What if, instead of growing a single tree, we grow many (ranging from a few hundred to a few thousand), and introduce some sources of randomness, so that each tree is most likely different from the others? What we get is a random forest (Leo Br, a popular algorithm that pretty much every data scientist in the world knows. In fact, when it comes to problems where the focus is not so much in understanding the data, but in make predictions, random forests are often used immediately after preparing the data set, skipping entirely the EDA stage. This is basically how the algorithm works:
• To grow each tree, a random sample of the training data, with the size of the training data itself, is taken, with replacement. This means that some observations might appear several times in the sample, and others are left out (the proportion of discarded observations converges to 36.8%, for very large sample sizes). In another words, each tree will be grown with its own version of the training data;
• The variables that are used to grow each tree are also randomly sampled; the sample size is 1/3 and the square root of the number of independent variables, for regression and classification problems, respectively;
• Each tree is then fully grown, without any pruning, using its own training set and variable set;
• In classification problems, each tree casts a vote for the class it predicts and the final prediction is the class that has the majority of votes. In regression problems, the predicted value is a weighted average of the value predicted by each tree.

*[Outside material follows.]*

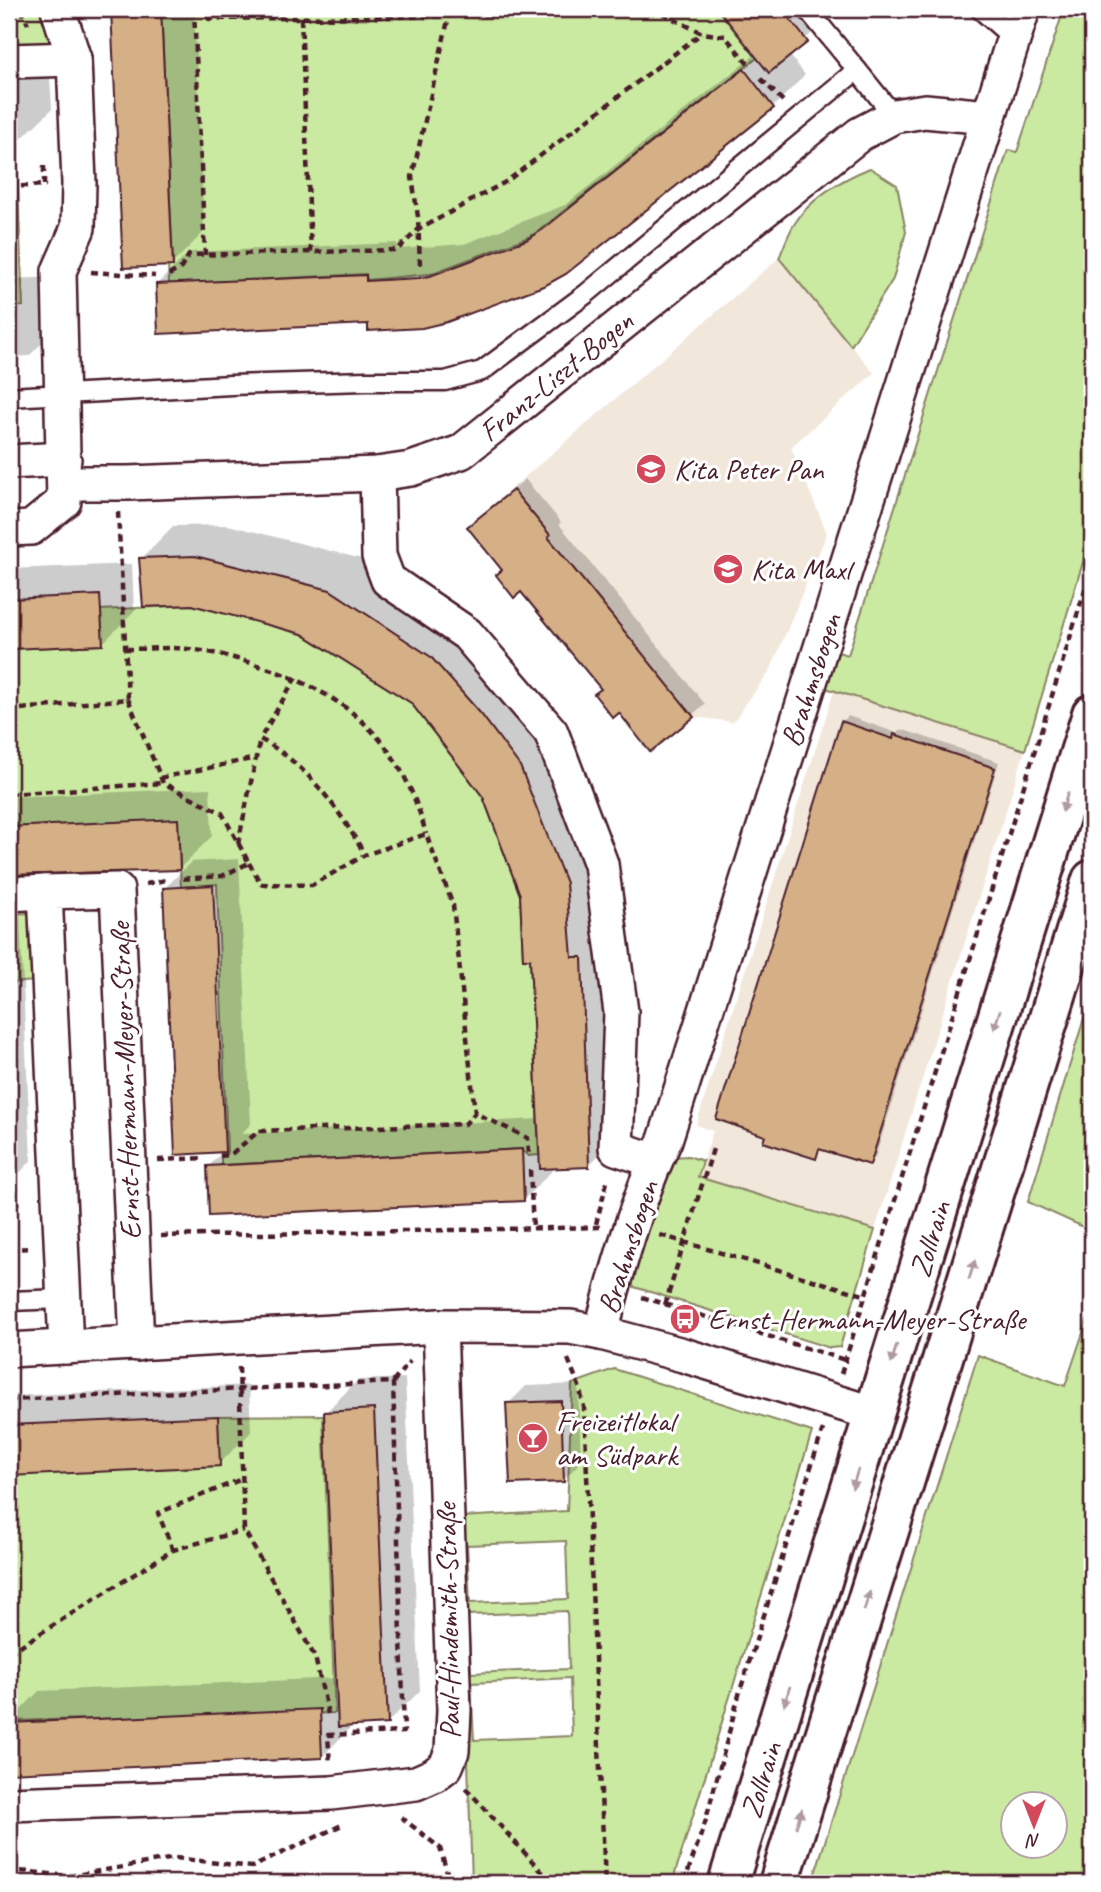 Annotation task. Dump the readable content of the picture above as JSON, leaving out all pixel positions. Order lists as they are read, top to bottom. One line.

Some of most interesting characteristics of random forests are:
• They do not overfit. Even though each component of the forest (i.e. each tree) is probably overfitting a lot, since they are all different, the mistakes they make are in all directions; when the errors are averaged, they kind of cancel each other. Although each classifier is weak (recall the training set and variables are randomly sampled), when put together they become a strong classifier (this is the concept of ensemble learning);
• There is no need for cross-validation. Remember those 36 to 37% of observations that are left out when sampling from the training set? Well, these data (called out-of-bag) are used not only to estimate the error, but also to measure the importance of each variable. All of this is happening at the same time the model is being built;
• We can grow as many tree as we want (the limit is the computational power). What usually happens, however, is that the estimated error can no longer be improved after a certain number of trees is grown. Typical number for error convergence is between 100 and 2000 trees, depending on the complexity of the problem.
• Although we usually improve accuracy, it comes at a cost: interpretability. A random forest is akin to a black box model, where it is hard to understand what's going on inside; anyway, we still have an estimate for variable importance, which is more than some other models can offer.
Now, let's see the random forest working in practice.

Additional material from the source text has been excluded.